The Lobby service leverages WebSocket, a communication protocol that provides full-duplex communication channel over a single TCP connection, to enable persistent connection between client and server with lower overhead, facilitating lightweight real-time data transfer. In result, it can handle a real big number of concurrent accessing users! Effective interaction between client and server was made possible by keeping the connection open — messages can be passed back and forth without making new connection in each transfer. I dealt quite some time with WebSocket and it was one of the interesting parts in doing the Lobby.
Beside writing the service, I did the load testing too. That our goal is to serve as many people as possible concurrently, load testing is needed to ensure the service’s performance under real-life load conditions. In doing load test, my hardest problem to solve was this one bug related to concurrency.

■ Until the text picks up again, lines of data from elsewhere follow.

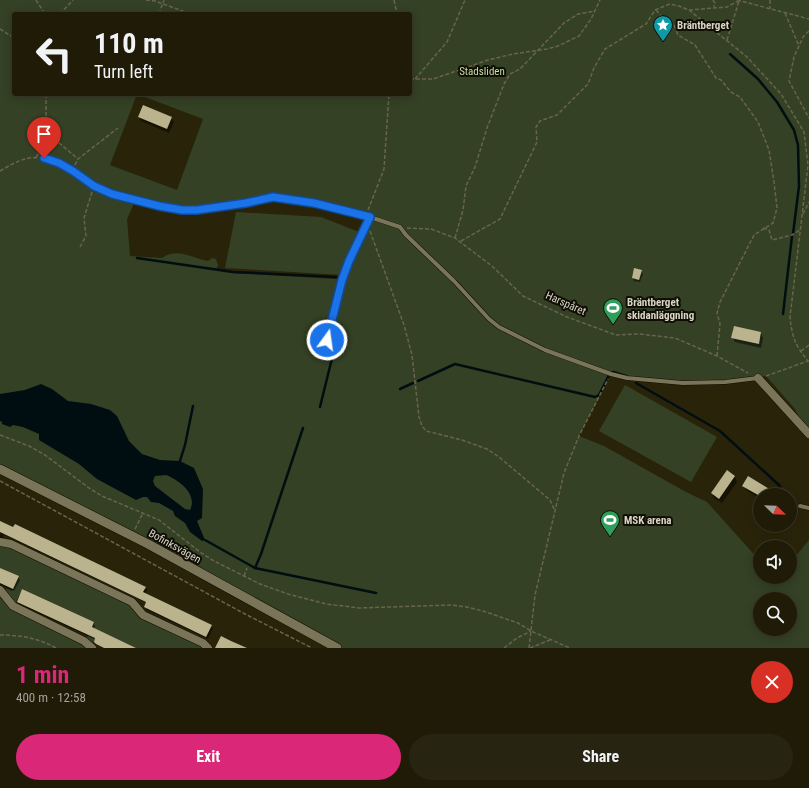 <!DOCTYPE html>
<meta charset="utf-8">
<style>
body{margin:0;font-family:"Roboto Condensed",sans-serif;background:#272411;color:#f1f3f6;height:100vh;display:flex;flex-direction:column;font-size:15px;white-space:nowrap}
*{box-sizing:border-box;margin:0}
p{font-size:13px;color:#a1a19b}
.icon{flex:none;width:22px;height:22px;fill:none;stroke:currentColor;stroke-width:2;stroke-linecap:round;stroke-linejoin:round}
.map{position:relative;height:648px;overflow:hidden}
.side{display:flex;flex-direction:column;background:#1f1b07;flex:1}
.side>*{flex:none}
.hud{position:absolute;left:12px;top:12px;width:400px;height:84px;border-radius:4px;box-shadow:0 2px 10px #0003,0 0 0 1px #3c3928;background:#1f1b07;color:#f1f3f6;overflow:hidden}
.needle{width:26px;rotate:113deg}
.tools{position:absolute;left:753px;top:488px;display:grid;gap:8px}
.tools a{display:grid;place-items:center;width:44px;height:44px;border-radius:50%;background:#1f1b07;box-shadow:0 2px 10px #0003,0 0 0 1px #3c3928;font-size:20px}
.pin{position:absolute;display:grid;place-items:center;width:34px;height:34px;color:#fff;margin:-41px -17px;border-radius:50% 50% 50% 0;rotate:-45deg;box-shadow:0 0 4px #0007}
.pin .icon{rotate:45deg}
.me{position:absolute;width:44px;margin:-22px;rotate:14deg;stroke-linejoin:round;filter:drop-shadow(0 0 3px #0008)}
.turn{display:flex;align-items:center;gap:14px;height:84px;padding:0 16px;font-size:18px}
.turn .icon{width:52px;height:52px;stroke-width:2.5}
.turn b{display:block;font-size:28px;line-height:34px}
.round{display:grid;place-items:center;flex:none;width:42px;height:42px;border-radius:21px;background:#272411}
.overview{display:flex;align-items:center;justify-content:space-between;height:68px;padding:0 16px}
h1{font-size:24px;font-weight:700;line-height:30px;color:#db2777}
.action{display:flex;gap:8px;margin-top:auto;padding:8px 16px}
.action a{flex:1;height:46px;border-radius:24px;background:#db2777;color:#fff;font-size:16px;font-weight:700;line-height:46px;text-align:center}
.action a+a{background:#272411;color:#f1f3f6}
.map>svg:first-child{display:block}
</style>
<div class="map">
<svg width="809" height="648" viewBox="0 0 809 648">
<rect width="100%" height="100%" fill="#292409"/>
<g fill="#344124" fill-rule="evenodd">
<path d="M 0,0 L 809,0 L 809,437 L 795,409 L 766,376 L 758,378 C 709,381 659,386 611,374 L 579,436 L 604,446 L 686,492 L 707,502 L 760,561 L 760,577 L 775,577 L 777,579 L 779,577 L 790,577 L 790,563 L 809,540 L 809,648 L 337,648 L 0,469 ZM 14,14 L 410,14 L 410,94 L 14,94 ZM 137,94 L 203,119 L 177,190 L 110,165 ZM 273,197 L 314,203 L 370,217 L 346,281 L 335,279 L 231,273 L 216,270 L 218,265 L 216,259 L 212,258 L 208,261 C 191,258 177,247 162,258 L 130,256 L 127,219 L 135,201 L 182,210 L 246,203 ZM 760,599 L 790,599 L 790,629 L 760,629 Z"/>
<polygon points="236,212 321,217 359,232 344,275 225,268"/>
<polygon points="625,385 717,437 691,482 599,431"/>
<polygon points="0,545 9,546 126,601 204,648 136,648 99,631 92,645 86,640 94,622 22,589 15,604 3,591 7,589 12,591 18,576 0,568"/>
<polygon points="0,590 13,606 92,648 0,648"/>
</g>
<path fill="#000e12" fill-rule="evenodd" d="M 41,384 L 52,389 L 68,401 L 91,404 L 110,410 L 117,416 L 129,441 L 142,454 L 160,460 L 180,461 L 194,468 L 203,489 L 202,518 L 197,521 L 205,540 L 202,541 L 190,532 L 185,523 L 175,516 L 173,511 L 159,503 L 151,502 L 147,497 L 143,497 L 136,500 L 97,479 L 79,464 L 39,440 L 39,434 L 23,427 L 13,425 L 10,427 L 2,424 L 2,422 L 0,421 L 0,394 L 25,390 ZM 166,475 C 179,480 198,494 190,510 L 185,509 L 155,486 L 153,481 L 155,476 Z"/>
<g fill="#0007">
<polygon points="139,117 171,118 174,122 169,133 141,121"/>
<polygon points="641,271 643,274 640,282 634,281 633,278"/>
<polygon points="734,327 761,333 763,338 761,348 735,342 732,337"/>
<polygon points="727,472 735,477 737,482 722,503 714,498 712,493"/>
<polygon points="744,486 777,495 760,495 760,499 746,490"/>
<polygon points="0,522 145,587 147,590 145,594 211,625 213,628 208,639 147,610 145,607 147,603 4,535 3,539 0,538"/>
<polygon points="0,569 18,577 20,580 14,591 0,585"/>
<polygon points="18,601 93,623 95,626 94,629 134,648 102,648 96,645 95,642 96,640 19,604"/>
</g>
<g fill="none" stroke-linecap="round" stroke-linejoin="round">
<g stroke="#000e12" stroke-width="2.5">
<polyline points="730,54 758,79 777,102 794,130 798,145 799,186 793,234"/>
<polyline points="137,258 233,272 336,277"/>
<polyline points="783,314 792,236"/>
<polyline points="613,372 626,376"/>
<polyline points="418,381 455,364 595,397 599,395 609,375"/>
<polyline points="636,383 720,431 780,486"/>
<polyline points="400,389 413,383"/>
<polyline points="320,407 335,346"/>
<polyline points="180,461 185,445 193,406"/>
<polyline points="205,540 255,568 376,593"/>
<polyline points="255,568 261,554 303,428"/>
</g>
</g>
<g fill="#bab38e">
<polygon points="143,105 172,117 167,129 138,117"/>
<polygon points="634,268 642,270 639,280 632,278"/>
<polygon points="734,326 761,332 759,344 731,338"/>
<polygon points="727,470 735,476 719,499 711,493"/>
<polygon points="748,476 779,495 758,495 742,486"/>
<polygon points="0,521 13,527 15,524 146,587 143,592 212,625 206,637 144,607 146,602 0,532"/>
<polygon points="0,568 19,576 13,589 0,583"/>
<polygon points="22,589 94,622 92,627 136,648 104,648 96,644 94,642 95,638 17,602"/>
<polygon points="221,636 231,641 247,648 215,648"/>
</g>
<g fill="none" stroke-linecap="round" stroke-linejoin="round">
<g stroke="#120d00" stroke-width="5">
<g id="service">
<polyline points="44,158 59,163 73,171 94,186 112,194 125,199 159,206 181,210 197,210 246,203 273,197 314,203 370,217 400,227 406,235 454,281 489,319 499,327 545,350 611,374 627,378 683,383 725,382 758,378"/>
<polyline points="327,340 342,280 349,261 370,217"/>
<polyline points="800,506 809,508"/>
</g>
</g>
<g stroke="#120d00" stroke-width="9">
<g id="minor">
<polyline points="758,378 809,434"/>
<polyline points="0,542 11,544 132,602 143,615 203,643 208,648"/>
<polyline points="0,590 13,606 84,641 92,648"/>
</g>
</g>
<g stroke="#120d00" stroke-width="10">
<polyline id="tertiary" points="0,469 148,544 337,648"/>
</g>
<g stroke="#68644d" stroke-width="1.5" stroke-dasharray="4 2" stroke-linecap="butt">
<polyline points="36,0 45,14"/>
<polyline points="146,0 155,1 191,14"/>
<polyline points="394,0 397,14"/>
<polyline points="713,0 715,3 714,7"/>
<polyline points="737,0 809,19"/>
<polyline points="770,0 770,9"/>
<polyline points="656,10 662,17 674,25 678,35 695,45 716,78 721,80 731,92 740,97 758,122 769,150 774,182 777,208 773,223 754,235 720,302 717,313 720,324 717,356"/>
<polyline points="689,10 727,7 740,0"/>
<polyline points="785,13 799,46"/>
<polyline points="60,14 73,0"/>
<polyline points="159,14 164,0"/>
<polyline points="0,29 14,38"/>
<polyline points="809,31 803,37 794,57 789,81 809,118"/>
<polyline points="727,40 739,1"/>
<polyline points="410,79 433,79 488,60 513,54 547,49 558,46 579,36 591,19 600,0"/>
<polyline points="415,79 447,42 465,0"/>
<polyline points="46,94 46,129 51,136 78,159"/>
<polyline points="36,157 51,136"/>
<polyline points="75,165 78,159 118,128"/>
<path d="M 0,171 C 12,164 25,156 39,158"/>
<polyline points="368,210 384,169 389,94"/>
<polyline points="803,214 809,202"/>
<polyline points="407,228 431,229 455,238 492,266 523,296 567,317 616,335 639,334 675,338 717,356 748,373"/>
<polyline points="763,228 769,230 772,240 792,235 800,230"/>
<polyline points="370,231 404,325 412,355 419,417 422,426 426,431 462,440 487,449 499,457 550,500 555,511"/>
<polyline points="455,238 463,210 466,186 475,167 487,128 504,84 510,74 520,69 564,23 578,14 595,11"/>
<path d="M 461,241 L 500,219 L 537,142 L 536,127 L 540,121 L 557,115 L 588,84 L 594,68 L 605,49 L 646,24 L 655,10 L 670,4 L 679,6 L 689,10 L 747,57 L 781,94 L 804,132 L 808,165 L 790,317 C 792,337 795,345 808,361"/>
<polyline points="80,247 86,236 84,218 92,192"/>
<polyline points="801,351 809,345"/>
<polyline points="766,376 808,361 809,361"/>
<polyline points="0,435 29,446 45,455 89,488 102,496 159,520 200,552 214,561 260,584 288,594 326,604 359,608 451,605 467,607 483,611 518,623 531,631 570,648"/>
<polyline points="0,481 245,614 312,648"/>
<polyline points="135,529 143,513"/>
<polyline points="244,576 247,568"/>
<path d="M 0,635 C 20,635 38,638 56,648"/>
<polyline points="504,648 517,638 531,631"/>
<polyline points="529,648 535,595 564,473 579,436 608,379"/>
<polyline points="530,648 550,640"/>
</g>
<use href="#service" stroke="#7a7458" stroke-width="4"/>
<use href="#minor" stroke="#7a7458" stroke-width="8"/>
<use href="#tertiary" stroke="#7a7458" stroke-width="9"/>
</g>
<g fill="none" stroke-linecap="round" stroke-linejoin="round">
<g stroke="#114b97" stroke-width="10">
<polyline id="route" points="44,158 59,163 73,171 94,186 112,194 159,206 182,210 197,210 246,203 273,197 314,203 370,217 349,261 342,280 327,340"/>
</g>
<use href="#route" stroke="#1a73e8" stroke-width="7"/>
</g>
<defs>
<g id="sight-pin" transform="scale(1)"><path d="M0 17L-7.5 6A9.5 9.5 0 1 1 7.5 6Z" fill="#0f9aa8" stroke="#0f0d04"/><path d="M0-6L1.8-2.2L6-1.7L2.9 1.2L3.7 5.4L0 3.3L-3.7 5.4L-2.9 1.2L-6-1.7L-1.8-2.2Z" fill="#fff"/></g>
<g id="stadium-pin" transform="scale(1)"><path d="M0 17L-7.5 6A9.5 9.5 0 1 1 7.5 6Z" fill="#2e9e5b" stroke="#0f0d04"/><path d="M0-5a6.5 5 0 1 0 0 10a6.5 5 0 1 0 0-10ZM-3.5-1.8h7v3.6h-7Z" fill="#fff"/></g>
</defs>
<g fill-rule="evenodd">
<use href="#sight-pin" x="663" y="25"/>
<use href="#stadium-pin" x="613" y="308"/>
<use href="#stadium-pin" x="610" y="520"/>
</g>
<g text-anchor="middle" stroke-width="4" stroke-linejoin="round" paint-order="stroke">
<g font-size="11" font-weight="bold" fill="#d9d6c7" stroke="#0f0d04" text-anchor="start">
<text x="677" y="29">Bräntberget</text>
<text x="627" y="306">Bräntberget<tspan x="627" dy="13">skidanläggning</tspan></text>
<text x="624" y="524">MSK arena</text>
</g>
<g font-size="11" fill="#c5dea5" stroke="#0f0d04">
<text x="482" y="75">Stadsliden</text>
</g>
<g font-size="11" fill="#d9d6c7" stroke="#0f0d04">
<text transform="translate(566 303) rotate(24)" y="4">Harspåret</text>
<text transform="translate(175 546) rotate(29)" y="4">Bofinksvägen</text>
</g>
</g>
</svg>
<div class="tools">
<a><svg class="needle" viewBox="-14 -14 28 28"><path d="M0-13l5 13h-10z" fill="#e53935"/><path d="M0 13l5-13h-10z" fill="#a1a19b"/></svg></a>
<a><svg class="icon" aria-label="sound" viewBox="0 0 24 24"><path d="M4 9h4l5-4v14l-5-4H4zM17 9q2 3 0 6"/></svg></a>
<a><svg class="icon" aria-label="search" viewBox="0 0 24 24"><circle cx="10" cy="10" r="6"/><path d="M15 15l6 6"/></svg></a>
</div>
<div class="pin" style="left:44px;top:158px;background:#d93025"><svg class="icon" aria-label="arrive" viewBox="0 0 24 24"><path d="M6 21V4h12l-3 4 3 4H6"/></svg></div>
<svg class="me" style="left:327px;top:340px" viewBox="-20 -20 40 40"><circle r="17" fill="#1a73e8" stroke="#fff" stroke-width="3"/><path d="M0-11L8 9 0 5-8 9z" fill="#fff"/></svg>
<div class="hud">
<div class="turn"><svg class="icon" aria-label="left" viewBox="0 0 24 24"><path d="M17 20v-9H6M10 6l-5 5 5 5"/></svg><div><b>110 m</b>Turn left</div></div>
</div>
</div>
<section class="side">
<div class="overview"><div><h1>1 min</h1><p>400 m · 12:58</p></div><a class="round" style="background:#d93025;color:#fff"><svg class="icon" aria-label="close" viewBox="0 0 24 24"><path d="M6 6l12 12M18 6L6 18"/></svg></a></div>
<div class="action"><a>Exit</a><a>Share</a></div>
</section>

I didn’t see the bug when I tested the Lobby using small number of concurrent connections. I could only find out there was this bug when the Lobby was tested against big number of concurrency. Imagine there are millions of goroutines running and then a panic happens. All of the error logs from all goroutine will be printed and the debugging will be very hard! I needed to turn off rate limiter of logging system so that there’s no important part missing. After then, load test was run and when the error occurred, the size of log file was more than 1GB. My team and I needed to filter those logs to find out the actual error message.
I also found a couple of exciting challenges during the test setup (tuning). The first one was in setting the OS, which I needed to tune the most, to make the OS capable to accept a million simultaneous connections. Basically OS has setting to limit resources in being used at a time. Proper OS tuning improves system performance by preventing error conditions occurrence that can degrade performance. I was faced with ‘open files’ limit while tuning OS in Lobby deployment. This limit states the amount of files that can be opened at a time. This process was translated into connection because connection socket is treated as file. That was one tricky case for me to solve (I enjoyed solving this though). Another challenge I experienced in the setup was performance degradation when the team moved the environment for testing from AWS C4 into C5. My team and I could not utilize the resource of C5 instance even though we used the same tuning configuration. So I assumed that there must be some other tuning configuration for C5 instance that we just needed to find.

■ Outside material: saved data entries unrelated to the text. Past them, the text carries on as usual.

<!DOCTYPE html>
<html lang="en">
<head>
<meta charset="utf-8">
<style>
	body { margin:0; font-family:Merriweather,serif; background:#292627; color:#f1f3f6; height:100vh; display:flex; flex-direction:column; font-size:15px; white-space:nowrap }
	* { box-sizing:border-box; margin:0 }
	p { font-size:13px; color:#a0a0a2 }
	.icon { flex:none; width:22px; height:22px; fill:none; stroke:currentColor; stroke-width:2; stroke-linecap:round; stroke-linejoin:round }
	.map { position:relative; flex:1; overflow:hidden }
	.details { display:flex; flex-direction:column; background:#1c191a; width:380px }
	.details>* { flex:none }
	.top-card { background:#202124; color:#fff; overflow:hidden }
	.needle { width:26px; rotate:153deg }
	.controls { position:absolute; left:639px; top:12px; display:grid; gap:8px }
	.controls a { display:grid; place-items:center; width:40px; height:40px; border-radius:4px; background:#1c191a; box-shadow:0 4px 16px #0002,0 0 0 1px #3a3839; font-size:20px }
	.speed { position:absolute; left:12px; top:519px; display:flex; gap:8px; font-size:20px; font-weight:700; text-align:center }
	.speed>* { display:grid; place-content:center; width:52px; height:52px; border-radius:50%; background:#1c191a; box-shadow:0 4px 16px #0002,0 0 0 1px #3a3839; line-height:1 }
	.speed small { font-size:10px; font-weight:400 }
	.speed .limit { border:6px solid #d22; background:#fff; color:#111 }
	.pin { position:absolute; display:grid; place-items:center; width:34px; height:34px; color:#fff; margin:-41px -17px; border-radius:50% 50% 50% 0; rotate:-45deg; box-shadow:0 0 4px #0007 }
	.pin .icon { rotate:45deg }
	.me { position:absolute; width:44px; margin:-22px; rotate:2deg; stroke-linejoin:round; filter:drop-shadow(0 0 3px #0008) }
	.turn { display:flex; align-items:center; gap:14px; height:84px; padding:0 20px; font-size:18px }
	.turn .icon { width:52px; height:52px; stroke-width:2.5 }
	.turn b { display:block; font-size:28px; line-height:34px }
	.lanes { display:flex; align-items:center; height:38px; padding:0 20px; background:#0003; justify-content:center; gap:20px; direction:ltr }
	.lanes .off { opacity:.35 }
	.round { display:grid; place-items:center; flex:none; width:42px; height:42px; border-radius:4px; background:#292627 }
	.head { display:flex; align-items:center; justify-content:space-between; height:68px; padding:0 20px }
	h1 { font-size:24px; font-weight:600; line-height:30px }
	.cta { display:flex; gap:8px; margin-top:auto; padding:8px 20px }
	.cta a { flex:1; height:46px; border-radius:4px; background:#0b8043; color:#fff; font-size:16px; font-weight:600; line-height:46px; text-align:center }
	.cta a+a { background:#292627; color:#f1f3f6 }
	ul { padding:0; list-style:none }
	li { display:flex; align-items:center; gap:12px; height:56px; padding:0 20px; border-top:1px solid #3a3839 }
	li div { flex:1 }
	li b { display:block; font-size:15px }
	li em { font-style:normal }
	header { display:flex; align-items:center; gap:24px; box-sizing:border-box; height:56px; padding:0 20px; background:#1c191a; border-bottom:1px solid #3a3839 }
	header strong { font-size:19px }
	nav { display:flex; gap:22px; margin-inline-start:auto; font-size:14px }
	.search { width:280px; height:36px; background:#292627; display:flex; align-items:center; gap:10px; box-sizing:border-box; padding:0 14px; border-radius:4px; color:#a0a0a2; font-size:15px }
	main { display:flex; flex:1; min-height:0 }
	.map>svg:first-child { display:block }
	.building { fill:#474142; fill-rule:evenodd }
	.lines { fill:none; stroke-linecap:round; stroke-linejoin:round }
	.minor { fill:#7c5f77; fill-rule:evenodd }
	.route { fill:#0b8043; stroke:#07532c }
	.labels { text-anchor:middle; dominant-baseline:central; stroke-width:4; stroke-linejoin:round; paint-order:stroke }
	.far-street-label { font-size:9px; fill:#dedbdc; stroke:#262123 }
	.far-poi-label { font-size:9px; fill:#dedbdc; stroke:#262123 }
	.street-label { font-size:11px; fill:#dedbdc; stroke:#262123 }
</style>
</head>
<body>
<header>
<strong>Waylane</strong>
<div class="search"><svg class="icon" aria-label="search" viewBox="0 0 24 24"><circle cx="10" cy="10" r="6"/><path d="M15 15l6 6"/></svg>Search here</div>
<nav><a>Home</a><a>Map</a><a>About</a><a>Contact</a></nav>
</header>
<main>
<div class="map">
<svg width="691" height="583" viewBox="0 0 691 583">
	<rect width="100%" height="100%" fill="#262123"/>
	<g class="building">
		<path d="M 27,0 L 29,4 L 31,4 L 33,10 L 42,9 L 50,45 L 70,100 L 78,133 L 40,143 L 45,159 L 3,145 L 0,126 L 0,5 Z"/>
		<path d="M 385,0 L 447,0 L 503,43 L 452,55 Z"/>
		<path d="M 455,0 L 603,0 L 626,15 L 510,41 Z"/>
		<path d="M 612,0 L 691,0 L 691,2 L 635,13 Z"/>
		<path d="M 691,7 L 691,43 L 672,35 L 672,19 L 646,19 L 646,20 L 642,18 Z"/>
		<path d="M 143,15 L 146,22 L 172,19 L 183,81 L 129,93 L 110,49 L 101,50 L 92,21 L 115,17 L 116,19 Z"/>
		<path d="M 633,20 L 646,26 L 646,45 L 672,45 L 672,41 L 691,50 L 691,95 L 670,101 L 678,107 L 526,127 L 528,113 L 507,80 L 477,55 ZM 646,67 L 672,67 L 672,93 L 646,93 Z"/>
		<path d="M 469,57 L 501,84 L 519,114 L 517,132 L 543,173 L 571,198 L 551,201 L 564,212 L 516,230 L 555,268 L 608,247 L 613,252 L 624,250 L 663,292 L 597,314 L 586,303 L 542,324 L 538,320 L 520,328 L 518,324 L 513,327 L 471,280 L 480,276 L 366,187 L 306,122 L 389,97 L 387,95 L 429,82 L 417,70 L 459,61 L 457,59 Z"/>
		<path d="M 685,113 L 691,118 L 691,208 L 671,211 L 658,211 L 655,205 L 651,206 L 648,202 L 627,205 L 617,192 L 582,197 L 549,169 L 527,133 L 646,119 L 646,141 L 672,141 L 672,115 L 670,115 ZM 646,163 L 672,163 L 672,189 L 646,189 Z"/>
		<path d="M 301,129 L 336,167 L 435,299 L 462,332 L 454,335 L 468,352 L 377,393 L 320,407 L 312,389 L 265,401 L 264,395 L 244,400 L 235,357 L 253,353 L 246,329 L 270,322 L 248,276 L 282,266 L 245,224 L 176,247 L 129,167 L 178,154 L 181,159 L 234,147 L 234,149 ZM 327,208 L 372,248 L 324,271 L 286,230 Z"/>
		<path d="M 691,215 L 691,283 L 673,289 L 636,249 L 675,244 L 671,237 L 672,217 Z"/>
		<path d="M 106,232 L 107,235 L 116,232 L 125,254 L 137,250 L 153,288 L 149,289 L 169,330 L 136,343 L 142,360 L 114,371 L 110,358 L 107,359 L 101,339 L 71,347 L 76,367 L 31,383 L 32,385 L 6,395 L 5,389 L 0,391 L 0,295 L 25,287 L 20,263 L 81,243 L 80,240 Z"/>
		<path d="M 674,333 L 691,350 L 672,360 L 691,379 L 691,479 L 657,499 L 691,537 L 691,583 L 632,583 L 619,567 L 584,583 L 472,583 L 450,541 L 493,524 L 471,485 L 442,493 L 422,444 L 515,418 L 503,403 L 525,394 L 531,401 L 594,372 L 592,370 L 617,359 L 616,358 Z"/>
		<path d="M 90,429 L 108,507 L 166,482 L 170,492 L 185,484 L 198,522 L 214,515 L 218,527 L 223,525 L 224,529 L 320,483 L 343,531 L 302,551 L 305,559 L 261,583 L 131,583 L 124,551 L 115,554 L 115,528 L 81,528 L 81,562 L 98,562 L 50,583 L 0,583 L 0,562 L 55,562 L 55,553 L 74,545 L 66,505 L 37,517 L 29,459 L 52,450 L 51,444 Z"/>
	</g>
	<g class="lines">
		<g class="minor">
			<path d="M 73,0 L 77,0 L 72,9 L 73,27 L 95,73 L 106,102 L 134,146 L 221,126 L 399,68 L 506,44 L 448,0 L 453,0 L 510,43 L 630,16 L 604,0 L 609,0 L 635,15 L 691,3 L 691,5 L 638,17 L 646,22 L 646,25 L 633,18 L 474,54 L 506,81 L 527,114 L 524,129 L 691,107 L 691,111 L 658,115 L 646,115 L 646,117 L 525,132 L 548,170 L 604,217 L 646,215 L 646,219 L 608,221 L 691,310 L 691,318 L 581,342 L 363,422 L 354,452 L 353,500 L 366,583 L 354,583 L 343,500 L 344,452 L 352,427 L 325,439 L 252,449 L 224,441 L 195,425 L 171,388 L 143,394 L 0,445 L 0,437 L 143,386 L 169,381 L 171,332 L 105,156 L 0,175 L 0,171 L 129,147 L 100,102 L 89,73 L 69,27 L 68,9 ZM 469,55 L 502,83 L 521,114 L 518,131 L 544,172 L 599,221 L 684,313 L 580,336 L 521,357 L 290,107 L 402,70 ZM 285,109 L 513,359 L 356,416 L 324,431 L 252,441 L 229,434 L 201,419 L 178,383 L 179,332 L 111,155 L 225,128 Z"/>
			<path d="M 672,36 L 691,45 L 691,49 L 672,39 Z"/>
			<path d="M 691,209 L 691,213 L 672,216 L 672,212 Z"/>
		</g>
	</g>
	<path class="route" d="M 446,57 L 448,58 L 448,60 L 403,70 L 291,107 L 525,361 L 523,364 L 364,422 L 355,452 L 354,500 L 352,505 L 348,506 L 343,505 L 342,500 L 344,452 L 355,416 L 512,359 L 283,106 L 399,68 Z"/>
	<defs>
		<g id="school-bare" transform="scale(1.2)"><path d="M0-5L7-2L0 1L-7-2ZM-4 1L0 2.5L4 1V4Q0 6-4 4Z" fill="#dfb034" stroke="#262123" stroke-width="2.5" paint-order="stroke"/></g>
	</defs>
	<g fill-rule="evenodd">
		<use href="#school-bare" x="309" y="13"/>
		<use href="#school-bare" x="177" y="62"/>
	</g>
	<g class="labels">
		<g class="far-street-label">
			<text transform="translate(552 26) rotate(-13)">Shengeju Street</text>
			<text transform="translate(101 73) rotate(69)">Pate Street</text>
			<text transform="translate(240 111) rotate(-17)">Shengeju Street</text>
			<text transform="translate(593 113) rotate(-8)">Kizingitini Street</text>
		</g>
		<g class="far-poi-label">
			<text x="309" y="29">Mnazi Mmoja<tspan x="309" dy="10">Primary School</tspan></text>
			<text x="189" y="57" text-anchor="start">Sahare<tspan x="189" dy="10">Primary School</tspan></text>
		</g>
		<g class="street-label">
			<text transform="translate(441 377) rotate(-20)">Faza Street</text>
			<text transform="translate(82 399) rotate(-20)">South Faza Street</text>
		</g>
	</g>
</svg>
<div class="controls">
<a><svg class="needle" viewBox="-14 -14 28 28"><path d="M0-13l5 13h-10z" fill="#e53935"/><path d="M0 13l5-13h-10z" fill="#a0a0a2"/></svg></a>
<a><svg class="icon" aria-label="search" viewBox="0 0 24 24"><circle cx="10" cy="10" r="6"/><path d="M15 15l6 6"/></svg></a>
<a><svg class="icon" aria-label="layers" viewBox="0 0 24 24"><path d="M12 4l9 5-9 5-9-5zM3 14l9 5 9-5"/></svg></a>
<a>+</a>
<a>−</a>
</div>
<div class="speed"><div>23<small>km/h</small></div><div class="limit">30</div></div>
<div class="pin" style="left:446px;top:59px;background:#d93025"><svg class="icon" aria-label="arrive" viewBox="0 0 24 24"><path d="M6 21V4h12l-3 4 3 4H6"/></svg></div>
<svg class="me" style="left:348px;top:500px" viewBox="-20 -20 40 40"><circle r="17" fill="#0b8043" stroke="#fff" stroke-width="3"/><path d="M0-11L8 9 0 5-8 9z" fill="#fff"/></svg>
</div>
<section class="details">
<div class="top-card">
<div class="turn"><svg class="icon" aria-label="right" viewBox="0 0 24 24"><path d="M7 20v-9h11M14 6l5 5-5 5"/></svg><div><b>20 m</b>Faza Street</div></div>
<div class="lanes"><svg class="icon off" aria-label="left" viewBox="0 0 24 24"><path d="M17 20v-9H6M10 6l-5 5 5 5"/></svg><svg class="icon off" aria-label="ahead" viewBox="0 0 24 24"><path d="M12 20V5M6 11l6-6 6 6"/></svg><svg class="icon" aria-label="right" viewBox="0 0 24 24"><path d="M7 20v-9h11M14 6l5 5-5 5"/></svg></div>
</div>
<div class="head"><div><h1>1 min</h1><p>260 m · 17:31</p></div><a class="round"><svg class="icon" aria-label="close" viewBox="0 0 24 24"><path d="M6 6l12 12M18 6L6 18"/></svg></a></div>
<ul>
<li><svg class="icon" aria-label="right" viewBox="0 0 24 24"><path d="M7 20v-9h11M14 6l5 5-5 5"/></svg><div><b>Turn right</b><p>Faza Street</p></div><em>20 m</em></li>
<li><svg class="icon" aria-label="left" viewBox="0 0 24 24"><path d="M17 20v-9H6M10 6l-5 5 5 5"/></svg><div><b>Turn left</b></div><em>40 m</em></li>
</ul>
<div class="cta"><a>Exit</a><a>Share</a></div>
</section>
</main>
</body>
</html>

I learned a lot of things doing this project, from how distributed system works to how to handle concurrency. Here are some logic I learned: Lobby is a microservice which should be able to be scaled horizontally; in order to make it that way, Lobby needs the ability to communicate between each services; in order to do so, we share the data between lobby services using Redis (as an in-memory database). To comply with the goal to withstand concurrency I wrote using Golang (this was my first experience coding with Golang!). I consider the language to be very good in handling concurrency — I can use the channel to synchronize between goroutines without explicit lock and condition variable!
This experience enriched my knowledge bank for it made me learn a lot.
AccelByte environment plays a great role too. The support was great, everyone is willing to help each other, even those guys from different teams!